MEMORANDUM OPINION (1)

Joe Johnson is currently under indictment in Cause Nos. 9036, 9037, 9038, and 9062, in the 258th District Court of San Jacinto County. In this mandamus proceeding, Johnson seeks to compel the trial court to remove Joanne M. Musick-Long as Assistant District Attorney Pro Tem. The relator fails to establish he has no other adequate remedy at law to address a ministerial duty of the trial court. See State ex rel. Hill v. Court of Appeals for Fifth Dist., 34 S.W.3d 924, 927 (Tex. Crim. App. 2001). Accordingly, we deny the petition.

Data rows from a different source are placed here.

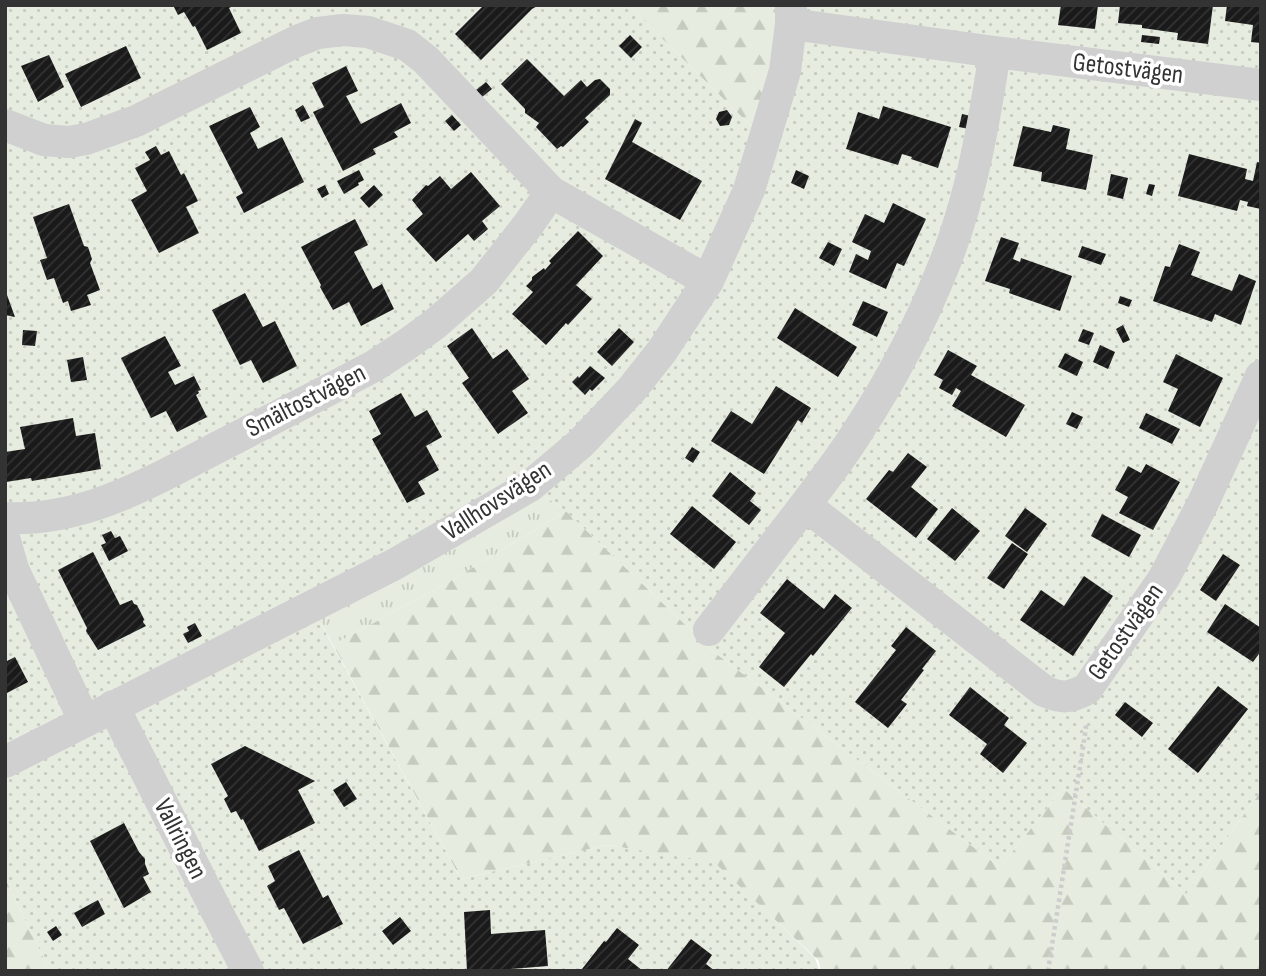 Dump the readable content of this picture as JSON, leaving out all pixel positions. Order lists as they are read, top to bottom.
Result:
{
  "streets": {
    "street": [
      "Getostvägen",
      "Smältostvägen",
      "Vallhovsvägen",
      "Vallringen"
    ]
  },
  "crossings": [
    ["Getostvägen", "Vallhovsvägen"],
    ["Vallhovsvägen", "Vallringen"]
  ]
}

The elected Criminal District Attorney, Mark E. Price, is disqualified to act for reasons not disclosed in the relator's petition. Relator concedes the trial court had the authority to appoint David Ryan as District Attorney Pro Tem. See Tex. Code Crim. Proc. Ann. art. 2.07 (Vernon 1977 & Supp. 2005). Ryan requested the appointment of an assistant, and on June 30, 2004, the trial court signed an order appointing Musick-Long as Assistant District Attorney Pro Tem and authorized Ryan to employ Musick-Long as either Assistant District Attorney Pro Tem or as an assistant special prosecutor. Johnson contends the judge lacked the authority to appoint an assistant district attorney under Section 41.102 of the Government Code. Tex. Gov't Code Ann. § 41.102 (Vernon 2004). Therefore, he argues, by not striking Musick-Long's appointment the trial court violated a ministerial duty.

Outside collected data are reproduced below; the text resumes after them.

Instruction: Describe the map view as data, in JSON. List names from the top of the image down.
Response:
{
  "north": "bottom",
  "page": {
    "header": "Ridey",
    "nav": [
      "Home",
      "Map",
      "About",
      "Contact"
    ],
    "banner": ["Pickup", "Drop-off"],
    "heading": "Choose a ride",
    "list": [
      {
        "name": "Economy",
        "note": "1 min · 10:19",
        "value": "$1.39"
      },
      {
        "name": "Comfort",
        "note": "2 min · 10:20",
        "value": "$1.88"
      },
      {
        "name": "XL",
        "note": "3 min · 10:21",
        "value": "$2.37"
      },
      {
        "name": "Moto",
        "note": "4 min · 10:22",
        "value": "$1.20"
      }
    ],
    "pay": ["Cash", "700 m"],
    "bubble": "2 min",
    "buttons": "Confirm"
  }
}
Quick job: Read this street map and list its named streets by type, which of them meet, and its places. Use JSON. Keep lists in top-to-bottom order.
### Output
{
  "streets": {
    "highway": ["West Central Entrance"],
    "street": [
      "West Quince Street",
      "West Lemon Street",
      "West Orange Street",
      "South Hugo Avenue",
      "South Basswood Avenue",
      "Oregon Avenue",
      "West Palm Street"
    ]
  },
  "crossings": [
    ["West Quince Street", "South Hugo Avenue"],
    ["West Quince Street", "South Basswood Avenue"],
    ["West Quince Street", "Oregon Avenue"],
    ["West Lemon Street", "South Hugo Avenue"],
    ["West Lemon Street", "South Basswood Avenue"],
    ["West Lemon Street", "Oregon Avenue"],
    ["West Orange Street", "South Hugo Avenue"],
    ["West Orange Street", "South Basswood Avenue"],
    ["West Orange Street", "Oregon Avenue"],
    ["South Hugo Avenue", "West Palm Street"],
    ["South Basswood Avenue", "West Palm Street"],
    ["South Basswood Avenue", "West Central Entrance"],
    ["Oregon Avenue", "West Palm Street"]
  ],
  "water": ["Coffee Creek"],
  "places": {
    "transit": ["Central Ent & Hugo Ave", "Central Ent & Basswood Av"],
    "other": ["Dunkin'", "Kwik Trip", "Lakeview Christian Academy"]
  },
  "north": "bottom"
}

Relator's sole precedent, Locklin v. State, 75 S.W. 305 (Tex. Crim. App. 1903) is distinguishable from the facts presented here. Locklin was a regular appeal, not an original proceeding. Id. In Locklin, the court in the prosecution of a co-defendant appointed an attorney named Martin as an assistant district attorney to assist the district attorney in representing the State before the grand jury. Id. at 306. Martin subsequently became a judge and presided in Locklin's trial. Id. The Court of Criminal Appeals held Judge Martin was not so connected with the prosecution as to be disqualified, because he prosecuted the co-defendant in a separate cause and Judge Martin was never counsel for the State on the prosecution of Locklin. Id. The Court noted that the trial court was authorized to appoint an attorney pro tem in the absence of the district attorney, but that the district attorney had not been absent in the prosecution of the co-defendant. Id. On rehearing, the court reiterated that Martin had been a mere volunteer in the co-defendant's case; because the district attorney was present, "[t]he judge had no authority to appoint him to go before the grand jury. And we apprehend, if he had undertaken to prosecute a case on behalf of the state, by virtue of an assumed official position (the district attorney being present at the time), on objection he would not have been permitted to do so." Id. at 310. In this case, the relator concedes the Criminal District Attorney recused and Ryan's appointment is appropriate. Having accepted his appointment, Ryan requested appointment of another attorney pro tem to assist him, or permission to employ an attorney to assist him. In granting his request, the trial court usurped the power of neither the elected Criminal District Attorney who recused from the case nor the appointed District Attorney Pro Tem who requested the additional appointment.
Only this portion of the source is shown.